Aim: The conditioned place preference (CPP) paradigm was used to investigate the effects of endogenous histamine on the processes leading to morphine-induced reward-seeking behavior in Sprague-Dawley rats.
Methods: The model of CPP was used to assess the rewarding effect of morphine. The levels of histamine, glutamate, gamma-aminobutyric acid (GABA), dopamine (DA) and 3, 4-dihydroxyphenylacetic acid (DOPAC) in rat brains were measured with high-performance liquid chromatography. Immunohistochemistry technique was used to observe the morphological changes of neurons.

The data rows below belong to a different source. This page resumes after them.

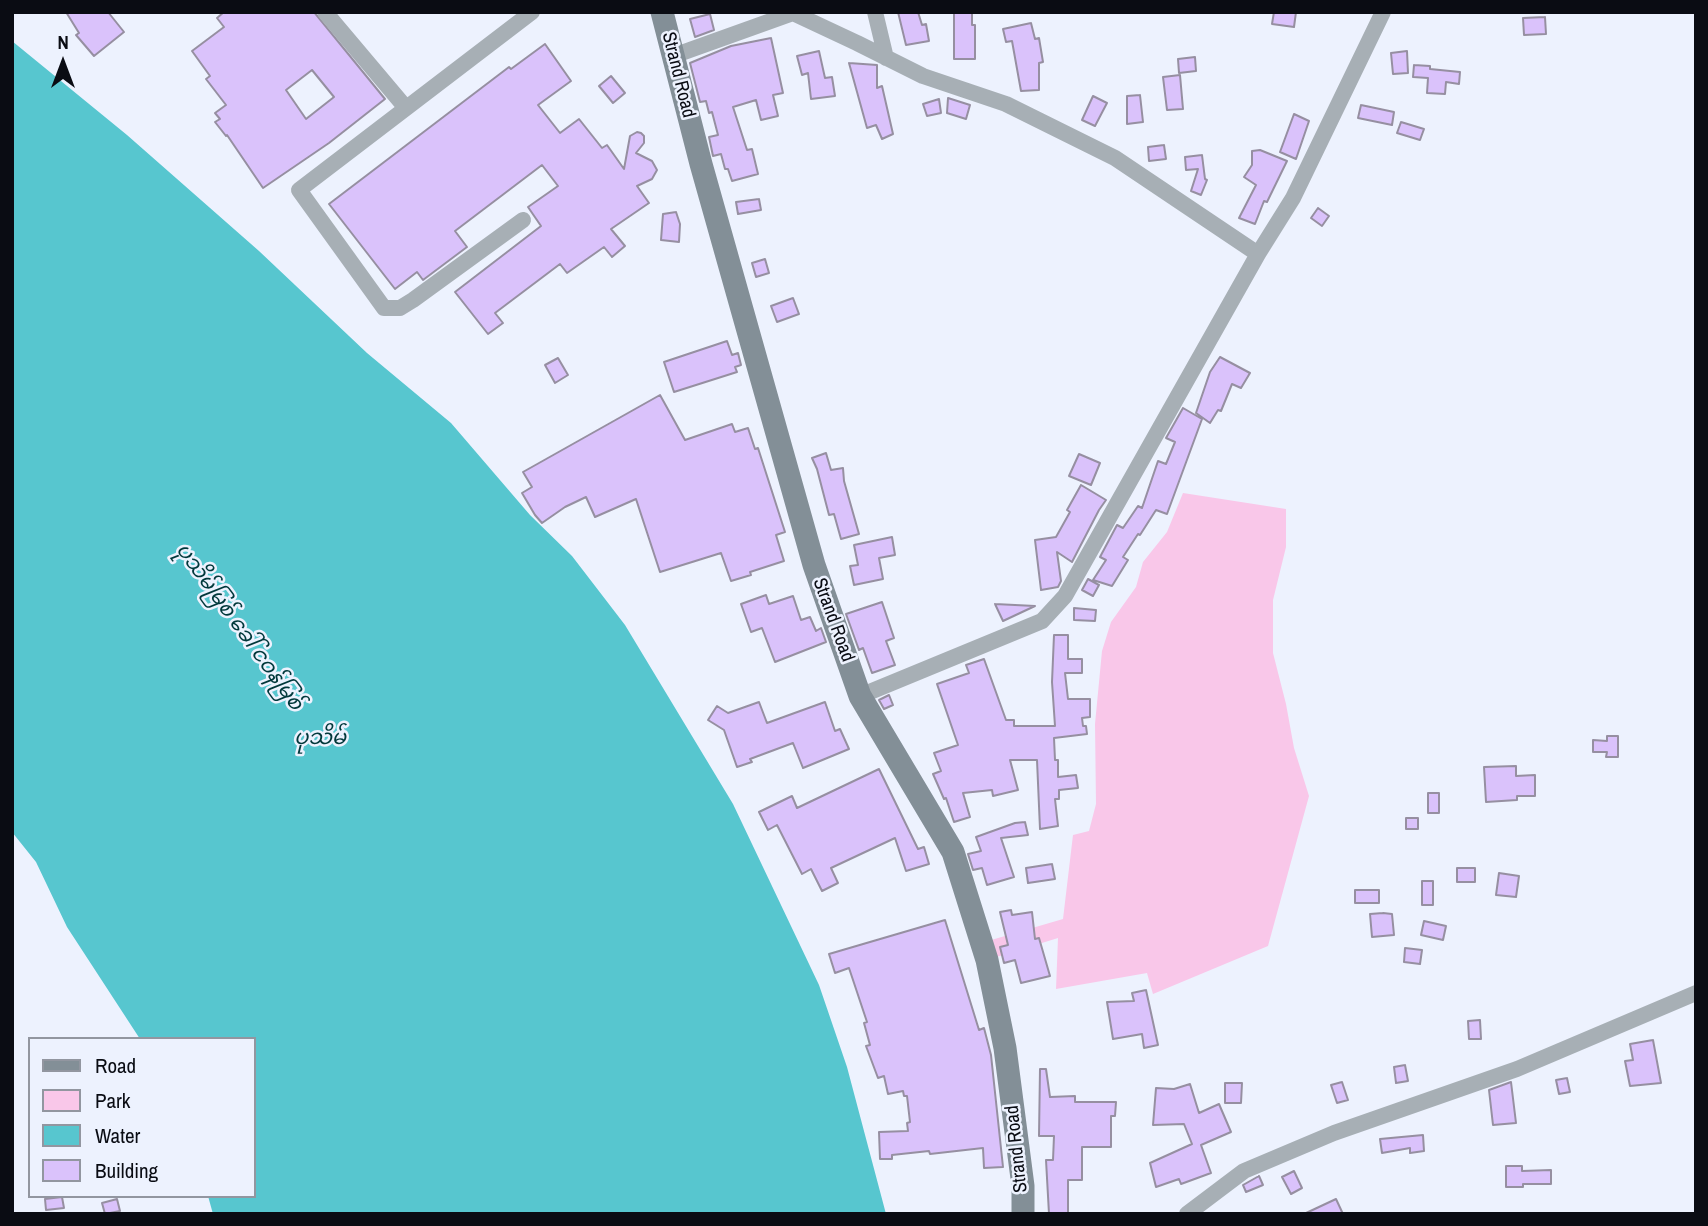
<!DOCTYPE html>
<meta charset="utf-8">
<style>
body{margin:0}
#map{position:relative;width:1708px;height:1226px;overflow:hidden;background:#edf2fe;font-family:"Archivo Narrow",sans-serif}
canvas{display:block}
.frame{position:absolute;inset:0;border:14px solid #0a0c13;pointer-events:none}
.legend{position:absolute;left:28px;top:1037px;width:228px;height:161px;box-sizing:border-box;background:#edf2fe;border:2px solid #9296a0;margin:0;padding:9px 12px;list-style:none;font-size:21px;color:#0a0c13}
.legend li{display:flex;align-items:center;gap:14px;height:35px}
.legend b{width:35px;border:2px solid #9296a0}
.north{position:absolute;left:28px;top:28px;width:70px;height:70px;-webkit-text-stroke:5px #edf2fe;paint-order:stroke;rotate:0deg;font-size:19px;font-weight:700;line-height:28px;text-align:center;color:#0a0c13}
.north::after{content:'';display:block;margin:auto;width:24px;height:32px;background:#0a0c13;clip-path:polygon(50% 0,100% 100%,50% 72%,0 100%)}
</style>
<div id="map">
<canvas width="1708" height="1226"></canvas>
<div class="frame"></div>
<ul class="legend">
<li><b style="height:9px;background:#838f97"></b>Road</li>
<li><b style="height:19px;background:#f9c7e9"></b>Park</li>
<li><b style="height:19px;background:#57c6cf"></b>Water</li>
<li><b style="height:19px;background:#dac2fb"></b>Building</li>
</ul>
<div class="north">N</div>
</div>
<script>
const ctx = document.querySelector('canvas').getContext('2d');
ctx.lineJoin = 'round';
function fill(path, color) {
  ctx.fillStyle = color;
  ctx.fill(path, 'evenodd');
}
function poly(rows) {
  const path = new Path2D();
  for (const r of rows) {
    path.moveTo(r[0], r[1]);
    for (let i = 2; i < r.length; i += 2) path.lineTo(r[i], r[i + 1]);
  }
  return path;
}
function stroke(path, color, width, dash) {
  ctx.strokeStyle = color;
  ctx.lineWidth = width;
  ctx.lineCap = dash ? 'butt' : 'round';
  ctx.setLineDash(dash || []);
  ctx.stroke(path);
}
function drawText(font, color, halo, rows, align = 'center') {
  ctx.font = font + ' "Archivo Narrow","Noto Sans Myanmar",sans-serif';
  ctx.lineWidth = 5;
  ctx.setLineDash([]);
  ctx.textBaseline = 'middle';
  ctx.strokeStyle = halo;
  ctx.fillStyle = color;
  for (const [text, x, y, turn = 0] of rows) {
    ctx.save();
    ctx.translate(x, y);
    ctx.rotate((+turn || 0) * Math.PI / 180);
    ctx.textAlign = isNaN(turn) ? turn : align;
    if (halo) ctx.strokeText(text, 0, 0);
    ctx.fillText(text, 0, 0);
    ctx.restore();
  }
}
fill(poly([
 [1183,493,1286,509,1286,547,1273,600,1273,653,1286,704,1294,748,1309,796,1268,946,1153,994,1147,973,1056,989,1058,938,987,960,981,943,1063,919,1073,835,1089,831,1096,804,1095,724,1102,651,1111,622,1136,587,1143,562,1167,532]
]), '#f9c7e9');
fill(poly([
 [12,41,127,135,259,251,367,353,451,423,530,515,572,556,625,625,733,804,819,985,847,1067,886,1214,213,1214,208,1196,254,1196,254,1039,140,1039,67,927,36,862,12,832]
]), '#57c6cf');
const building = poly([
 [66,12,108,12,124,32,94,56,76,35,79,33,66,12],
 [224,12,314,12,385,99,329,143,263,188,227,135,226,136,215,122,220,119,215,113,226,105,206,79,210,76,192,51,224,27,217,18,224,12],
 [312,70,334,97,306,119,286,90,312,70],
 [898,12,918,12,922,25,926,24,929,41,906,45,898,12],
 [954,12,972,12,972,25,975,25,975,59,954,59,954,12],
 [1274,12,1296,12,1294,27,1272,24,1274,12],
 [710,14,714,30,695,37,690,19,710,14],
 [1545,17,1546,34,1524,35,1523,18,1545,17],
 [1031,23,1035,39,1039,38,1043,62,1039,63,1039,90,1021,91,1012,41,1006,42,1003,29,1031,23],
 [771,38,783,93,773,95,778,116,761,120,756,100,733,107,747,150,752,149,758,174,732,181,728,169,725,169,721,154,713,156,709,137,718,135,712,112,709,113,706,101,700,102,690,63,731,46,771,38],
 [545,44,571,81,538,105,560,133,579,119,602,148,607,145,624,169,630,136,637,132,641,133,644,136,644,143,636,153,652,161,657,170,652,179,637,186,649,203,611,229,625,246,612,257,604,247,567,273,560,264,495,313,503,323,488,334,455,292,541,226,528,207,558,186,542,165,455,231,467,247,423,280,417,272,395,289,329,204,509,67,511,69,545,44],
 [819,51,825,78,832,77,835,96,811,99,808,73,802,75,797,56,819,51],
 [1407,51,1408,73,1393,74,1391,53,1407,51],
 [1195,57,1196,71,1179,73,1178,59,1195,57],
 [849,63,877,65,877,88,882,86,893,134,882,139,876,125,867,128,849,63],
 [1414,65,1430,66,1430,69,1460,72,1459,84,1446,82,1445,94,1427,93,1428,78,1413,77,1414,65],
 [1180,75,1183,109,1167,110,1163,77,1180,75],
 [611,76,625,93,613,103,599,86,611,76],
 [1140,95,1143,122,1127,124,1127,96,1140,95],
 [1093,96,1107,103,1095,126,1082,120,1093,96],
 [948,98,970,105,966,119,947,113,948,98],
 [939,99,941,113,927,116,923,104,939,99],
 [1361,105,1394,112,1392,125,1358,118,1361,105],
 [1294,114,1309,121,1296,159,1280,152,1294,114],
 [1401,122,1424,129,1420,140,1397,133,1401,122],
 [1164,145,1166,159,1149,161,1148,147,1164,145],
 [1260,150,1287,161,1267,202,1264,201,1255,224,1239,218,1256,185,1244,177,1252,165,1252,151,1260,150],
 [1202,155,1205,179,1207,180,1201,195,1191,191,1198,169,1186,170,1185,157,1202,155],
 [759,199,761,210,738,214,736,202,759,199],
 [1318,208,1329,216,1322,226,1311,218,1318,208],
 [676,212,680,224,679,242,661,240,663,214,676,212],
 [765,259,769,273,756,277,752,263,765,259],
 [793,298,799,314,777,322,771,306,793,298],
 [727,341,732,355,738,353,741,365,735,367,737,372,674,392,664,362,727,341],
 [1220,357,1250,373,1241,388,1232,384,1221,411,1218,410,1210,423,1196,413,1210,372,1220,357],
 [558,358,568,375,555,383,545,365,558,358],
 [660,395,685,440,732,424,735,432,748,428,755,449,758,448,785,532,776,535,784,561,750,572,751,575,731,581,721,553,660,572,636,499,595,517,586,497,565,507,542,523,535,515,522,493,532,487,523,472,660,395],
 [1183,408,1202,419,1167,514,1156,510,1140,535,1138,534,1123,557,1128,560,1112,586,1093,580,1106,560,1100,557,1117,525,1123,528,1138,506,1142,508,1158,461,1166,464,1175,442,1166,438,1183,408],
 [826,453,831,470,843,468,844,481,859,534,841,539,834,514,829,515,817,469,812,458,826,453],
 [1079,454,1100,463,1091,485,1069,476,1079,454],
 [1081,485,1106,500,1099,510,1072,562,1057,552,1061,581,1058,587,1041,590,1035,540,1056,537,1070,512,1067,510,1081,485],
 [892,537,895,555,879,558,883,579,854,585,850,566,858,565,854,545,892,537],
 [1088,579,1099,585,1093,596,1082,590,1088,579],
 [766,595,769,604,793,596,801,620,810,617,816,631,821,628,826,642,775,662,762,628,751,632,741,604,766,595],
 [882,602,894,638,886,641,895,665,872,673,863,648,859,650,846,614,882,602],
 [995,604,1035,606,1003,621,995,604],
 [1074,608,1096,610,1095,621,1074,620,1074,608],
 [1054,635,1068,635,1068,659,1082,659,1082,673,1065,673,1068,699,1090,699,1090,717,1082,718,1083,726,1086,726,1087,734,1054,738,1055,760,1058,760,1058,777,1076,775,1078,788,1059,790,1059,799,1055,799,1058,826,1040,829,1037,760,1010,760,1018,790,993,796,992,790,963,793,970,817,954,822,946,798,944,799,933,774,941,771,934,753,958,745,937,684,969,673,966,665,984,659,1006,720,1014,720,1014,726,1055,726,1052,682,1054,635],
 [889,695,893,705,884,709,879,700,889,695],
 [759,702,767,723,825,702,835,731,840,729,849,749,803,768,793,743,750,759,752,762,737,767,724,730,708,720,717,706,728,713,759,702],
 [1607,736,1618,736,1618,757,1606,757,1607,752,1593,752,1593,740,1607,741,1607,736],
 [1516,766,1516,776,1535,775,1535,796,1517,796,1517,800,1486,802,1484,767,1516,766],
 [879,769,918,849,924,847,929,864,906,871,895,838,831,868,838,883,822,891,811,869,802,874,777,825,768,830,759,812,792,796,797,808,879,769],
 [1428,793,1439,793,1439,813,1428,813,1428,793],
 [1406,818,1418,818,1418,829,1406,829,1406,818],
 [1025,822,1028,835,1001,838,1014,877,987,885,982,868,973,870,968,854,981,851,976,837,1015,823,1025,822],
 [1052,864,1055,879,1028,883,1026,868,1052,864],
 [1457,868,1475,868,1475,882,1457,882,1457,868],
 [1499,873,1519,876,1516,897,1496,895,1499,873],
 [1422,881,1433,881,1433,905,1422,905,1422,881],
 [1355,890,1379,890,1379,903,1355,903,1355,890],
 [1011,910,1012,915,1032,912,1035,939,1039,938,1050,976,1021,983,1015,960,1004,963,1000,947,1008,945,1000,912,1011,910],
 [1383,913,1392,914,1394,935,1372,937,1370,914,1383,913],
 [945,920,979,1030,984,1028,991,1055,1003,1167,984,1168,983,1148,930,1154,929,1151,892,1155,892,1159,880,1159,879,1132,908,1131,907,1123,910,1122,907,1096,904,1096,903,1091,888,1094,884,1076,878,1078,866,1046,870,1045,864,1023,867,1022,849,968,835,973,829,954,945,920],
 [1424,921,1446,926,1443,940,1421,935,1424,921],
 [1405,948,1422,950,1420,964,1404,962,1405,948],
 [1146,990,1158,1045,1144,1048,1142,1034,1113,1039,1107,1002,1134,1001,1132,993,1146,990],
 [1480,1020,1481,1039,1469,1039,1468,1021,1480,1020],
 [1653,1040,1661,1083,1630,1086,1625,1061,1633,1060,1630,1044,1653,1040],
 [1405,1065,1408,1081,1396,1083,1394,1067,1405,1065],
 [1040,1069,1046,1069,1050,1097,1075,1096,1075,1102,1116,1102,1115,1116,1111,1116,1111,1147,1082,1147,1082,1180,1068,1180,1068,1214,1049,1214,1046,1160,1053,1160,1054,1136,1039,1136,1040,1069],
 [1567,1078,1570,1092,1559,1094,1556,1080,1567,1078],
 [1342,1082,1348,1100,1337,1103,1331,1085,1342,1082],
 [1511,1082,1516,1123,1493,1125,1489,1090,1511,1082],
 [1225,1083,1242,1083,1241,1103,1225,1103,1225,1083],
 [1190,1084,1199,1113,1219,1104,1231,1132,1201,1145,1211,1173,1181,1184,1179,1179,1156,1187,1150,1163,1192,1144,1184,1124,1153,1125,1156,1088,1174,1089,1190,1084],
 [1423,1135,1424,1151,1410,1153,1410,1148,1382,1153,1380,1139,1423,1135],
 [1506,1166,1522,1166,1522,1171,1551,1170,1551,1184,1523,1184,1523,1187,1506,1187,1506,1166],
 [1294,1171,1302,1188,1291,1194,1282,1177,1294,1171],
 [1259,1176,1263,1185,1246,1192,1243,1185,1259,1176],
 [62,1197,64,1208,46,1210,45,1199,62,1197],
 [117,1199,120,1211,105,1214,102,1203,117,1199],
 [1336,1199,1343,1214,1304,1214,1336,1199]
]);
fill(building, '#dac2fb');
stroke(building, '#968fa1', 2);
stroke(poly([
 [325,12,406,108],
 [875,12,886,58],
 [673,56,793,13,857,43,923,76,1006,104,1115,158,1258,254],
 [523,220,413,300,400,308,384,308,299,190,532,12],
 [860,696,1042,621,1065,596,1258,254,1293,198,1383,12],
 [1187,1214,1244,1171,1334,1133,1517,1069,1696,993]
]), '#a7afb5', 16);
stroke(poly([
 [662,12,701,164,814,565,860,696,953,852,987,960,1005,1048,1023,1186,1023,1214]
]), '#838f97', 23);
drawText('19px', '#0a0c13', '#edf2fe', [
 ["Strand Road",678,75,76],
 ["Strand Road",833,620,70],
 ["Strand Road",1017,1149,-96]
]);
drawText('italic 21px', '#00383b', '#edf2fe', [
 ["ပုသိမ်မြစ် ခေါ် ငဝန်မြစ်",239,627,54],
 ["ပုသိမ်",320,738]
]);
</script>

Results: Intraperitoneal injection of morphine (2, 5 or 10 mg/kg) induced the development of CPP in a dose-dependent manner. In addition, morphine administrations (10 mg/kg) decreased the histamine content and reduced the number and size of histaminergic neurons in the tubero-mammillary nucleus (TM), as well as markedly increasing the DOPAC/DA ratios in the ventral tegmental area (VTA) and nucleus accumbens (NAc). Intraperitoneal injection of histidine (50, 100 or 200 mg/kg) dose-dependently inhibited the development of morphine-induced CPP. Bilateral lesions of the TM, which decreased the histamine levels in the VTA and NAc, potentiated the development of CPP induced by morphine (1 mg/kg, a dose that produced no appreciable effect when given alone) and increased the DOPAC/DA ratios in the VTA and NAc, but did not change the glutamate or GABA levels in these nuclei. Histidine reversed the effects of the TM lesions.
Conclusion: These results indicate that endogenous histamine plays a role in inhibiting the development of morphine-induced reward-seeking behavior, and the inhibition may involve the modulation of dopaminergic activity.